Oare will always make up for a barren spell at home, and seven Little Stint and up to 14 Curlew Sandpiper kept the interest going. A brief visit to a gloomy Reculver threw up a couple of rain-sodden Wheatear, before my final stop at Foreness Point produced two more Wheatear and a Whinchat.

Wheatear at Foreness Point
Whinchat at Foreness Point
The highlights at Holmethorpe this past fortnight happened yesterday with a pair of distant Whinchat on the Moors, my first for the autumn on the patch, followed by my first patch Peregrine of 2016. This falcon circled low over Mercers Farm before swooping for a prey. It failed to catch anything and then circled high and headed south.
Local patch Peregrine
That's been about it. Elsewhere, of course, the quality migrants have been dropping in or flying overhead. Locally, the prime site has undoubtedly been Beddington. Roger 'Dodge' Browne picked up a cracking Sabine's Gull on the 13th, and this excellent yank seabird was followed by a Kittiwake two days later.

Inland Kittiwakes are patch gold, especially in Surrey. I've never seen one. I've also never seen a Honey-buzzard in Surrey – or anywhere else for that matter.

But Beddington was the place for one of those, too, with one heading south last Saturday. Canon's Farm has also been a site for a Honey-buzzard, with Steve Gale picking one up on the 6th.

Elsewhere, Tice's Meadow had a brief Pectoral Sandpiper, while Leith Hill has been the place for views of migrating Osprey.

The bird I'm always keen to see during the early autumn is a Wryneck, but I fear I will now have to wait until next year. I simply couldn't spare the time to drive down to Shooter's Bottom for the Wryneck that recently stayed for a week until the morning after it had predictably left.

I went to Leicester for a meeting on the 1st of the month and drove back via the M40, and so made a detour to Otmoor to see if I could connect with the juvenile Purple Heron in the late afternoon.

It was a fair old walk to the best vantage point, the first of the viewing screens, and was I welcomed by a regular local birder and another birder with her young daughter. They both looked sheepish as I looked out over the scrape.

"Anything interesting?" I asked.

"Yes," said the local birder. "A Purple Heron."
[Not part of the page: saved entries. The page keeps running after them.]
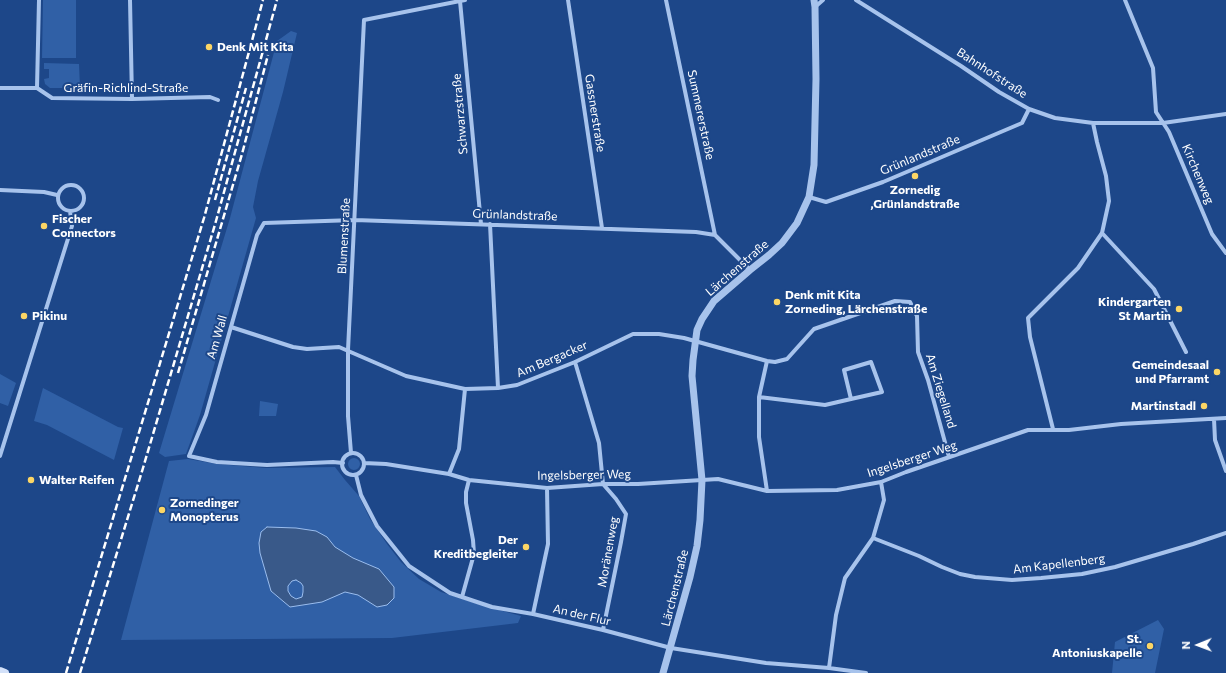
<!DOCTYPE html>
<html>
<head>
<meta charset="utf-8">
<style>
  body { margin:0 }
  #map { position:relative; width:1226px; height:673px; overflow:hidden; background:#1d4789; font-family:Commissioner,sans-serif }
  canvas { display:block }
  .north { position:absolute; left:1178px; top:625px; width:40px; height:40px; -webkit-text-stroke:3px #1d4789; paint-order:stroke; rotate:269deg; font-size:11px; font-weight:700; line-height:16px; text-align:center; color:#fff }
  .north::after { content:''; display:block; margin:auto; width:14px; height:18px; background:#fff; clip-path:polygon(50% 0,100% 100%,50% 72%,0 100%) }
</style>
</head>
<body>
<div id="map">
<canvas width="1226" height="673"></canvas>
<div class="north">N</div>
</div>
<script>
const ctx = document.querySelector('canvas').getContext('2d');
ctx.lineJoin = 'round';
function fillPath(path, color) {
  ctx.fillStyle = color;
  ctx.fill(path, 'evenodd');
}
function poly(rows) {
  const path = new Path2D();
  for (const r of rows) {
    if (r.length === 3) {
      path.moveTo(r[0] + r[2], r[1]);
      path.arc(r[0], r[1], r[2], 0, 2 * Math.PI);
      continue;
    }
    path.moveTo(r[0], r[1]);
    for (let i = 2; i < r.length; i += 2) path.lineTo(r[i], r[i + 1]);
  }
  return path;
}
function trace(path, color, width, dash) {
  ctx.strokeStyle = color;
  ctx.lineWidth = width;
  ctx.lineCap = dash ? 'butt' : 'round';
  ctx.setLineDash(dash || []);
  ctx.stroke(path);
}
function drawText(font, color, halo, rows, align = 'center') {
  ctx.font = font + ' Commissioner,sans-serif';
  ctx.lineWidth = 4;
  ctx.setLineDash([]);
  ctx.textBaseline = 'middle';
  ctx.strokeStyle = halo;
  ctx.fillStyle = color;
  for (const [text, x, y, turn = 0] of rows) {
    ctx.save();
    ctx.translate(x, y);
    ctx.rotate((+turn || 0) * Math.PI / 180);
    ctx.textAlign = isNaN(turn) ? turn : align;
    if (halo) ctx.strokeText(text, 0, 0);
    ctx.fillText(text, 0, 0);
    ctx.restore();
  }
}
fillPath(poly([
  [43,0,76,0,76,58,42,58],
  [291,31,297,33,283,92,258,181,253,207,256,218,200,415,186,454,165,457,159,453,230,218,277,41],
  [44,63,79,64,80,88,50,88,45,84,44,79,49,78,49,69,44,69],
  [0,374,16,383,8,406,0,403],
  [43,388,118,427,123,428,114,460,47,425,34,421],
  [260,401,278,404,276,416,259,416],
  [354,464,6],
  [188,459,217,464,266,468,335,467,345,480,359,496,370,519,387,544,401,562,419,579,441,592,481,605,521,616,518,623,392,638,121,640,169,461],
  [1158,620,1164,629,1155,673,1112,673,1115,642]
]), '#3060a6');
const water = poly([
  [267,527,296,528,316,531,327,537,335,547,353,558,379,569,394,587,394,598,387,605,377,607,358,595,345,592,322,602,290,607,271,591,260,553,259,543,261,532,267,527],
  [296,580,301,583,303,586,303,592,302,597,296,599,291,596,288,591,288,586,292,581,296,580]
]);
fillPath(water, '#395989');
trace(water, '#9abdee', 1);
trace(poly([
  [130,0,132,99],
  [568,0,602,228],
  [666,0,715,235],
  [856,0,961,66,999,92,1029,109,1055,118,1093,123,1163,123,1226,114],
  [1125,0,1153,68,1156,112,1169,132,1212,234,1226,253],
  [460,1,481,224],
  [815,7,823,0],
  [0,88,37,88],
  [37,88,52,98,132,99,210,97,218,100],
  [37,88,39,0],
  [71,198,13],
  [0,190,44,192,57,195],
  [809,197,826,202,883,182,1022,123,1029,109],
  [490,224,498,388],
  [1102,233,1154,289,1186,352],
  [231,327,293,347,307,349,339,347,406,376,465,389,498,388,517,385,575,362,633,334,659,334,684,338,767,361,775,362,787,359,814,329,895,301,910,302,917,316,918,352,928,380,949,457],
  [767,361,759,397,759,437,767,491],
  [575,362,599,443,603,484,616,499,626,514,621,542,603,630],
  [759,397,825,405,851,399,882,392,871,362,844,370,851,399],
  [1214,419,1215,440,1226,471],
  [1053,429,1030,337,1028,318,1078,268,1102,233,1109,201,1106,176,1097,142,1093,123],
  [351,453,348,416,348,350,364,20,465,0],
  [353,464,11],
  [0,456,72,226,70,211],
  [343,463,333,462,267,465,217,462,189,456,206,415,257,235,264,223,355,220,696,232,715,235,750,270],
  [364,463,386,464,449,474,469,480,547,488,603,484,638,484,718,479,767,491,837,490,881,482,906,472,1028,430,1069,430,1121,424,1226,418],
  [449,474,459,449,465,389],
  [356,475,361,495,377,526,409,566,450,593,492,607,533,614,603,630,671,648,766,663,829,668,866,673],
  [873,538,919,556,942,567,960,574,975,577,1012,580,1041,578,1082,574,1115,567,1193,544,1226,533],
  [462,597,474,554,473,540,466,503,466,492,469,480],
  [533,614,548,544,547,488],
  [829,668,836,615,845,578,873,538,884,500,881,482]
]), '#a7c3ec', 4);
trace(poly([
  [663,673,690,577,697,546,700,520,702,480,692,376,693,360,697,330,702,319,714,301,750,270,769,255,782,243,797,223,809,197,814,165,816,79,815,7,814,0]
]), '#a7c3ec', 7);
trace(poly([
  [0,671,5,673]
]), '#d3e1f9', 8);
trace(poly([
  [215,200,246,88],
  [178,373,242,154,268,55],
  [66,673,204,218,263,0],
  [80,673,143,468,216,221,277,0]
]), '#fff', 2.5, [7, 3]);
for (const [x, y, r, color] of [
  [209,47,4,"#fcd665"],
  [915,176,4,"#fcd665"],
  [44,226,4,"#fcd665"],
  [777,302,4,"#fcd665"],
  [1179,309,4,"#fcd665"],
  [24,316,4,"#fcd665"],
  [1217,372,4,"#fcd665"],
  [1204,406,4,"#fcd665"],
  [31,480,4,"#fcd665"],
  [162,510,4,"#fcd665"],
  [526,547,4,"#fcd665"],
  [1150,646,4,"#fcd665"]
]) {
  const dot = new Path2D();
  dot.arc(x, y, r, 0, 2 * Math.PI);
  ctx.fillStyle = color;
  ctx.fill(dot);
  trace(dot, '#1d4789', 1.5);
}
drawText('bold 12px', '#fff', '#1d4789', [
  ["Denk Mit Kita",217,47],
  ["Zornedig",915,190,"center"],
  [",Grünlandstraße",915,204,"center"],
  ["Fischer",52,219],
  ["Connectors",52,233],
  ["Denk mit Kita",785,295],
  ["Zorneding, Lärchenstraße",785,309],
  ["Kindergarten",1171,302,"right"],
  ["St Martin",1171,316,"right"],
  ["Pikinu",32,316],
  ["Gemeindesaal",1209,365,"right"],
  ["und Pfarramt",1209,379,"right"],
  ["Martinstadl",1196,406,"right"],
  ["Walter Reifen",39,480],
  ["Zornedinger",170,503],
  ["Monopterus",170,517],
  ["Der",518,540,"right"],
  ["Kreditbegleiter",518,554,"right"],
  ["St.",1142,639,"right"],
  ["Antoniuskapelle",1142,653,"right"]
], 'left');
drawText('12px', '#fff', '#1d4789', [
  ["Bahnhofstraße",992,73,33],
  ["Gräfin-Richlind-Straße",126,88],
  ["Gassnerstraße",595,113,81],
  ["Schwarzstraße",460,114,-95],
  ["Summererstraße",701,115,78],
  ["Grünlandstraße",920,155,-23],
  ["Kirchenweg",1198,174,67],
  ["Grünlandstraße",515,215,2],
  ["Blumenstraße",344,236,-87],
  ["Lärchenstraße",737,268,-41],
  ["Am Wall",217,337,-74],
  ["Am Bergacker",552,359,-23],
  ["Am Ziegelland",941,391,73],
  ["Ingelsberger Weg",912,459,-18],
  ["Ingelsberger Weg",584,475,-1],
  ["Moränenweg",608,552,-80],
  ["Am Kapellenberg",1059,564,-7],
  ["Lärchenstraße",675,588,-76],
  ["An der Flur",582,615,13]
]);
</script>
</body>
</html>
"Oh, great. How long ago did you see it?"

"About four minutes ago..."

Bugger. The Heron takes a habitual route across the reserve and tends to finish up at the western end in an area covered in reeds, where it likes to fish before roosting for the evening. This it had done four minutes earlier.

There wasn't much point in sticking around for too long, so after 20 minutes I trudged back to the car. Strangely, I was relatively unmoved by the whole experience. I'm probably simply getting used to twitching dips – I've had enough of them!

What's to follow? Well, I shall persevere with the patch, which overall has been rewarding this year, and will keep a close eye on the skies over Holmethorpe in the vain hope a decent raptor drifts into view. As local birders we all live in hope of the future big find. It does happen sometimes.